The feature Verify compliance with PDF/UA-1 (syntax check only) also doesn't find the issues relate to the table's header, footer:

Note: 5 issues present also in the PDF generated without THead, TBody and TFoot.

The PAC tool (PDF Accessibility Checker) reports ok regarding the structure elements:

Actually, I don't know why the condition pdfFactory.getDocument().getProfile().getPDFUAMode().isEnabled() was added in the method isPDFA1Safe. May be for old PDF versions... So, I'll remove this condition.
Note: the condition added in Apache FOP v2.1, see the issue https://issues.apache.org/jira/browse/FOP-2488.

Intelligent2013 · 2023-06-15T13:06:22Z

The table splits into two tables:

because the table's notes and footnotes renders in the separated table in XSL-FO (this was made for simplicity):

</fo:table>
<fo:table keep-with-previous="always" table-omit-footer-at-break="true" table-layout="fixed" border="1pt solid black" border-top="0pt solid black" width="100%">
	<fo:table-column column-width="proportional-column-width(1270)"/>
	<fo:table-column column-width="proportional-column-width(639)"/>
	<fo:table-column column-width="proportional-column-width(1111)"/>
	<fo:table-column column-width="proportional-column-width(948)"/>
	<fo:table-column column-width="proportional-column-width(921)"/>
	<fo:table-body>
		<fo:table-row>
			<fo:table-cell border="1pt solid black" padding-left="1mm" padding-right="1mm" padding-top="1mm" border-top="solid black 0pt" number-columns-spanned="5">
				<fo:block font-size="9pt" margin-bottom="6pt">
					<fo:inline padding-right="2mm">NOTE  1</fo:inline>This table is based on

To do: in XSL-FO - render table's notes and footnotes in the table-footer:

if there is tfoot in the Metanorma XML, then add notes into it;
if there isn't tfoot in the Metanorma XML, then add the XSL-FO table-footer and add notes into it.

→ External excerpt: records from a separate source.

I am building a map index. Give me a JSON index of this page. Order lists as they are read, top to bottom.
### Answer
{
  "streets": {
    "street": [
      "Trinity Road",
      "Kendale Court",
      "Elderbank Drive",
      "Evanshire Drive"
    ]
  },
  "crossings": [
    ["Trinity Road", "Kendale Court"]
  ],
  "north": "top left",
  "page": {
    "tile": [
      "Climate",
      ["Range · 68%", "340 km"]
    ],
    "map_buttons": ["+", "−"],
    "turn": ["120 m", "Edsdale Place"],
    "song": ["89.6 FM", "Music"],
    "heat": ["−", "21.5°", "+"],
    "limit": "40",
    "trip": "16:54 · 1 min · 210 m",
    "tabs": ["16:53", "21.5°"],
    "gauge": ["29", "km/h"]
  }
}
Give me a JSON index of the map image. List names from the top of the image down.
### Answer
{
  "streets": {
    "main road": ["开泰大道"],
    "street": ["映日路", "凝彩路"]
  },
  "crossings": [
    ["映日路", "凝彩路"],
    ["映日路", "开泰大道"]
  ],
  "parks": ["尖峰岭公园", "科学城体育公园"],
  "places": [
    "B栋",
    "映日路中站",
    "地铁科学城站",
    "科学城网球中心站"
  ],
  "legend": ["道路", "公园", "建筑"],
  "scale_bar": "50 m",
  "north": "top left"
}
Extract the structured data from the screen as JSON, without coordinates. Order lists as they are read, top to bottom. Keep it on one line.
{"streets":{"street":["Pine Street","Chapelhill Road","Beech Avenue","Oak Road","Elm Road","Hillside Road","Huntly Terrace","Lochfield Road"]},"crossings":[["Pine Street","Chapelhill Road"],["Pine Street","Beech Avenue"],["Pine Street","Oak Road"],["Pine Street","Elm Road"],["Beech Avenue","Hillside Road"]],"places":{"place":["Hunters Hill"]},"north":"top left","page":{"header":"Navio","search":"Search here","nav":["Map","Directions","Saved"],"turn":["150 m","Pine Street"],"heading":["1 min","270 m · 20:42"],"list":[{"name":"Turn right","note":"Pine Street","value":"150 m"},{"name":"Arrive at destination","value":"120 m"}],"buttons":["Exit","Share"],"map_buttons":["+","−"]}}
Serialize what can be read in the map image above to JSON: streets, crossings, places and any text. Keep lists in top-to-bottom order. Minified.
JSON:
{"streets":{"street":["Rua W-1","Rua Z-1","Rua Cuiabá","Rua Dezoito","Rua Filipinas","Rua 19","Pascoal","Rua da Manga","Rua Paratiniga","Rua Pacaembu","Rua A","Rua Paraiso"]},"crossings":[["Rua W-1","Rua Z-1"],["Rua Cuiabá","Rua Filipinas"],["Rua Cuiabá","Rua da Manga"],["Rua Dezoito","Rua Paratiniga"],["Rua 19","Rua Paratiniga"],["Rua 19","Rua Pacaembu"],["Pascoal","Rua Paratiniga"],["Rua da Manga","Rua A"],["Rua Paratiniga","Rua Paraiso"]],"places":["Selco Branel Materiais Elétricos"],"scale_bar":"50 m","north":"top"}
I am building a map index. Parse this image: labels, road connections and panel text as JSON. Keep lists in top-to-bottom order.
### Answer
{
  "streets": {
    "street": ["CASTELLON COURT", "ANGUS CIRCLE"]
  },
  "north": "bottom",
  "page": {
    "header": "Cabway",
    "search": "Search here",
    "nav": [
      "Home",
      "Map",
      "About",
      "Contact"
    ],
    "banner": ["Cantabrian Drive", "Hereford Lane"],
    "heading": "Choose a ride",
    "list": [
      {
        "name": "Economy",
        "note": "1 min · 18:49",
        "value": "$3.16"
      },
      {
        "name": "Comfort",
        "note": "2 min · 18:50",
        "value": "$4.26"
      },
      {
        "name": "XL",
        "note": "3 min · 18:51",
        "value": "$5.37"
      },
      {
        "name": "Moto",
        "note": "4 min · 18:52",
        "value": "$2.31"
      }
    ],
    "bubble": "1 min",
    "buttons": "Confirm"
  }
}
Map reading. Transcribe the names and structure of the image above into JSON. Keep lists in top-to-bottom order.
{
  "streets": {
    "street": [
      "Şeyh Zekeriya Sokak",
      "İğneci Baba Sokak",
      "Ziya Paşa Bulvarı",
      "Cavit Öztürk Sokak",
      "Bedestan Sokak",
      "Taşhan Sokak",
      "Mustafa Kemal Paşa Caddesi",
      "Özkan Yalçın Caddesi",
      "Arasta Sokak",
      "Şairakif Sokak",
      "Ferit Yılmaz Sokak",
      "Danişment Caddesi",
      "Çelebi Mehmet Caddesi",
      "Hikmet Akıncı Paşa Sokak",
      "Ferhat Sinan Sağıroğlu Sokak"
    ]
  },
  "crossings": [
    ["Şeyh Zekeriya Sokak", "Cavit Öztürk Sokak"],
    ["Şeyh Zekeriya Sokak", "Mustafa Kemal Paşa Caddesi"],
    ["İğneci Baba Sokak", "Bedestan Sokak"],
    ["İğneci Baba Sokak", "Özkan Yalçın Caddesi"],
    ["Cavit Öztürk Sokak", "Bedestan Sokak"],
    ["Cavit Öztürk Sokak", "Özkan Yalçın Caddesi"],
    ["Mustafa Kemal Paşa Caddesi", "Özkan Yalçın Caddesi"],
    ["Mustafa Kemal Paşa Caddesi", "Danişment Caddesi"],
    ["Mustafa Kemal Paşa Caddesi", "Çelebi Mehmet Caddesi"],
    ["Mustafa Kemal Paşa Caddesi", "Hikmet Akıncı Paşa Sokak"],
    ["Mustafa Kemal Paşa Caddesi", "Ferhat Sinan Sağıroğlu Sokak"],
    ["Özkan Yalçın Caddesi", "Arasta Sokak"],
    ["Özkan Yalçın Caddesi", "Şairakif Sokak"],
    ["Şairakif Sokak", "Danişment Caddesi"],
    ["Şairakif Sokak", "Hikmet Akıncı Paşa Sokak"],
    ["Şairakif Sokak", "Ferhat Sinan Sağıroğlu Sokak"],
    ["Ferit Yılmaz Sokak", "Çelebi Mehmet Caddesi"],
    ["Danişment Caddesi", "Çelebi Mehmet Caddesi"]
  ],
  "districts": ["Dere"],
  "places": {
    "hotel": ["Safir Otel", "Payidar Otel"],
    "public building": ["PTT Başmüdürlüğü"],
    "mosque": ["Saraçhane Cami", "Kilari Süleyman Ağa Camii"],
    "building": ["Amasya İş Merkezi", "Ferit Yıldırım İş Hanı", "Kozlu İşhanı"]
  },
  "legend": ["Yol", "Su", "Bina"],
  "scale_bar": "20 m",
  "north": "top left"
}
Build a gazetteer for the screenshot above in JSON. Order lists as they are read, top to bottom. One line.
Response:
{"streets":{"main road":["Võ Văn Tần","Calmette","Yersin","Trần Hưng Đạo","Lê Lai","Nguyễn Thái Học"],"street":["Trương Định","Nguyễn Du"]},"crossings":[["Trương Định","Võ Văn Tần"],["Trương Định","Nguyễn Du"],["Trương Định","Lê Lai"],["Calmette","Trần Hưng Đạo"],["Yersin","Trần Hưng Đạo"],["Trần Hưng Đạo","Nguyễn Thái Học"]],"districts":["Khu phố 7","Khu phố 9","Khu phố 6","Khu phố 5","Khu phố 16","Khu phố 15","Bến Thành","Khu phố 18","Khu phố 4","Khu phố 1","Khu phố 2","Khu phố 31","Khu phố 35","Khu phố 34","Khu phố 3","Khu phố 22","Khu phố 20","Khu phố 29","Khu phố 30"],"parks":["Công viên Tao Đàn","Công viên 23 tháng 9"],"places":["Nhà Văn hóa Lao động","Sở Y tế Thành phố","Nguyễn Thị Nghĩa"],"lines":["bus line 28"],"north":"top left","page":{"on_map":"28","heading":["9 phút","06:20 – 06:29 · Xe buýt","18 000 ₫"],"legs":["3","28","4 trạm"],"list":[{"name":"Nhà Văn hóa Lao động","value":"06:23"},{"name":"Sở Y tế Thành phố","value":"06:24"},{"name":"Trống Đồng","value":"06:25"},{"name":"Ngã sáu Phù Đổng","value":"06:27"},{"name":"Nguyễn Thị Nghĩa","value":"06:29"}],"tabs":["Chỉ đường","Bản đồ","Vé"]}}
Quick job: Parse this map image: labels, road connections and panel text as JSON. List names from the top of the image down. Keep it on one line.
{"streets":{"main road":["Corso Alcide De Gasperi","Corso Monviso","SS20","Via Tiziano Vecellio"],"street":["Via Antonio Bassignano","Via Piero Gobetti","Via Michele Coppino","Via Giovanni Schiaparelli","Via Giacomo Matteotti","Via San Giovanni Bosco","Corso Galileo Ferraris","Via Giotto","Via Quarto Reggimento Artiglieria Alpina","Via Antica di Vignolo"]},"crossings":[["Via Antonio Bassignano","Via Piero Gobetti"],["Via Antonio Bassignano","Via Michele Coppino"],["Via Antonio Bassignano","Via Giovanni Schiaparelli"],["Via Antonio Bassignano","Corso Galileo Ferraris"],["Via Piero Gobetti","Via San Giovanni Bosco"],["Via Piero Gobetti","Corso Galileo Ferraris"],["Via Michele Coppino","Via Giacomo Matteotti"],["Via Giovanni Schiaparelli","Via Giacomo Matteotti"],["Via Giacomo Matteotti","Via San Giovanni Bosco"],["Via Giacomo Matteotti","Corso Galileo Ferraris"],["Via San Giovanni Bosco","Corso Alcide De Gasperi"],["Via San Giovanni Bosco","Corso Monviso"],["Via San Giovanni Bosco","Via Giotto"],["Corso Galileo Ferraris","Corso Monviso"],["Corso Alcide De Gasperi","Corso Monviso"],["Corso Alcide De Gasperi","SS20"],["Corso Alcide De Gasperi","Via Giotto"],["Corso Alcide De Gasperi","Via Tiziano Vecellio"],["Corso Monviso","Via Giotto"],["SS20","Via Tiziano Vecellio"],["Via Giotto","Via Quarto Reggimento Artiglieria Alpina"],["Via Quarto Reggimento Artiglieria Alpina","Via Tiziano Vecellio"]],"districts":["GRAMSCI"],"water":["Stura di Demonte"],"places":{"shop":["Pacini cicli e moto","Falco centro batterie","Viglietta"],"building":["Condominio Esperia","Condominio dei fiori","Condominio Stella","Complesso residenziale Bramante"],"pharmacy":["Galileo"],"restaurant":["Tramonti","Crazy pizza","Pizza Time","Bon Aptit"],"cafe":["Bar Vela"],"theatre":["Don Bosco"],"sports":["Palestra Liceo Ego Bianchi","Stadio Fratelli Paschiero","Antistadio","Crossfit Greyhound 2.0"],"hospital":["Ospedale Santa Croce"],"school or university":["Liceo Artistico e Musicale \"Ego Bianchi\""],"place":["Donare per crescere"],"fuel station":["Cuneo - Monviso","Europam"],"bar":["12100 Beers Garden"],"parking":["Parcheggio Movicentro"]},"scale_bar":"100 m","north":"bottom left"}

Metanorma presentation XML instance with tfoot:

	</tbody>
	<tfoot>
		<tr>
			<td colspan="5" valign="top" align="left">
				<p id="_2e80c795-c60e-bbda-c227-86750c6557ee">Live insects shall not be present. Dead insects shall be included in extraneous matter.</p>
			</td>
		</tr>
	</tfoot>
	<note id="_61c8670b-2c17-b33a-4e5f-7eb3ebaa8018">
		<name>NOTE  1</name>
		<p id="_c68b15fe-a9c1-4d7e-b35d-09915e32c5ef">This table is based on <xref type="inline" target="ISO7301">ISO 7301:2011, <span class="citetbl">Table 1</span>
			</xref>
			<fn reference="d">
				<p id="_9ffcb1e6-34d6-cb36-20b2-87ecd980b6eb">Cancelled and replaced by ISO 7301:2021.</p>
			</fn>.</p>
	</note>
	...
</table>

Intelligent2013 · 2023-06-15T16:00:25Z

There is a side-effect after moving the note and footnotes into the table footer. The table big footer renders from the new page and there is the empty space on the previous page:

I.e. table footer doesn't split across pages. I'll try to find how to split table footer, if it's even possible.

Intelligent2013 · 2023-06-15T16:41:25Z

Regarding issue with table footer break I've found my 6 years ago question on SO https://stackoverflow.com/questions/41625388/table-footer-doesnt-page-break-using-apache-fop#comment80796453_41625388
Looks like that's why I've moved the long table footer into the separate table.

I'll add the ticket on Apache FOP bug tracker.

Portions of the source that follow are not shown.